#### WHAT YOU HAVE TO DO
Report, from the records below, every line where the word "Puig" appears.
Segment Start: MATERIAL PROVIDED
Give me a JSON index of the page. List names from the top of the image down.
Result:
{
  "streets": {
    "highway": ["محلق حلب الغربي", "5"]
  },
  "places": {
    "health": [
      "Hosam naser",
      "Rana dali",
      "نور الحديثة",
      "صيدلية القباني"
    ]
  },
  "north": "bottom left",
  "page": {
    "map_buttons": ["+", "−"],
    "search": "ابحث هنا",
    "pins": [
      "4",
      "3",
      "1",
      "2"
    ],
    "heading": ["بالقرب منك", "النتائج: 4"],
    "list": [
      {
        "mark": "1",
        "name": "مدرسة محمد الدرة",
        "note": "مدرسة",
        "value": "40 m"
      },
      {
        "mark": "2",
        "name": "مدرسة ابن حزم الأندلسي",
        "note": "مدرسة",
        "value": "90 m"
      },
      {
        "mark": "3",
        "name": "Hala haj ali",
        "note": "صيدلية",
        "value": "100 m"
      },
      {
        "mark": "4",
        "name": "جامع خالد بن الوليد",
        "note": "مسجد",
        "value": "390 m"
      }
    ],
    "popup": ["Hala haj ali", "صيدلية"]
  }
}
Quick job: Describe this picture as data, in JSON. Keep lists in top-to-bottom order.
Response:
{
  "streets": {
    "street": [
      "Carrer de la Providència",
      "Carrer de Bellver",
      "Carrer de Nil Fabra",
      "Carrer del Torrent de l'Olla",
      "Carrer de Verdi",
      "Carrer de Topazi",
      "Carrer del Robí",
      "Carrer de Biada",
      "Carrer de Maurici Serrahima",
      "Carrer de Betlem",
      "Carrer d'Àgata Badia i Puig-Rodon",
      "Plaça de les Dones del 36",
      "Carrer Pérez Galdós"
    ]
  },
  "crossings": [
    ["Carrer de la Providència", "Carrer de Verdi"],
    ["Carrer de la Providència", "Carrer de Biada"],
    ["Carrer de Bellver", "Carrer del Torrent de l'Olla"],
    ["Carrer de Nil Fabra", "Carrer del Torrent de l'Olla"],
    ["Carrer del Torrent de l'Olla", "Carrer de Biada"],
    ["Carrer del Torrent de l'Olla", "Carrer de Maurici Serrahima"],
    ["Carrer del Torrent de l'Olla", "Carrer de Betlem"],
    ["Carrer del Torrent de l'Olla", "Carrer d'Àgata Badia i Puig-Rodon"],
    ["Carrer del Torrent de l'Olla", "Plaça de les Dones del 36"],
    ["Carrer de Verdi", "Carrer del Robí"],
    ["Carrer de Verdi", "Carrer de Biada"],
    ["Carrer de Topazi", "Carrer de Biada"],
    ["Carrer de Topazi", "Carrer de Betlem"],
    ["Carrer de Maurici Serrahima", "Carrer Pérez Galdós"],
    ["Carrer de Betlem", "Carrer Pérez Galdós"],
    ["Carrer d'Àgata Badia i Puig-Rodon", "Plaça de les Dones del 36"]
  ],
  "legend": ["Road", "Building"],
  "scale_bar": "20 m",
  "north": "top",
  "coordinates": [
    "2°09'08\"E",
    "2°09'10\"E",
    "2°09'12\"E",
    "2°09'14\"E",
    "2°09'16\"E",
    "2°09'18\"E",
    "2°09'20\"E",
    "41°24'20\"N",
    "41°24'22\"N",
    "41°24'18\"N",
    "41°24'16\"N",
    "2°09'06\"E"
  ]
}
Segment End: MATERIAL PROVIDED
#### EXERCISE RESPONSE
      "Carrer d'Àgata Badia i Puig-Rodon",
    ["Carrer del Torrent de l'Olla", "Carrer d'Àgata Badia i Puig-Rodon"],
    ["Carrer d'Àgata Badia i Puig-Rodon", "Plaça de les Dones del 36"]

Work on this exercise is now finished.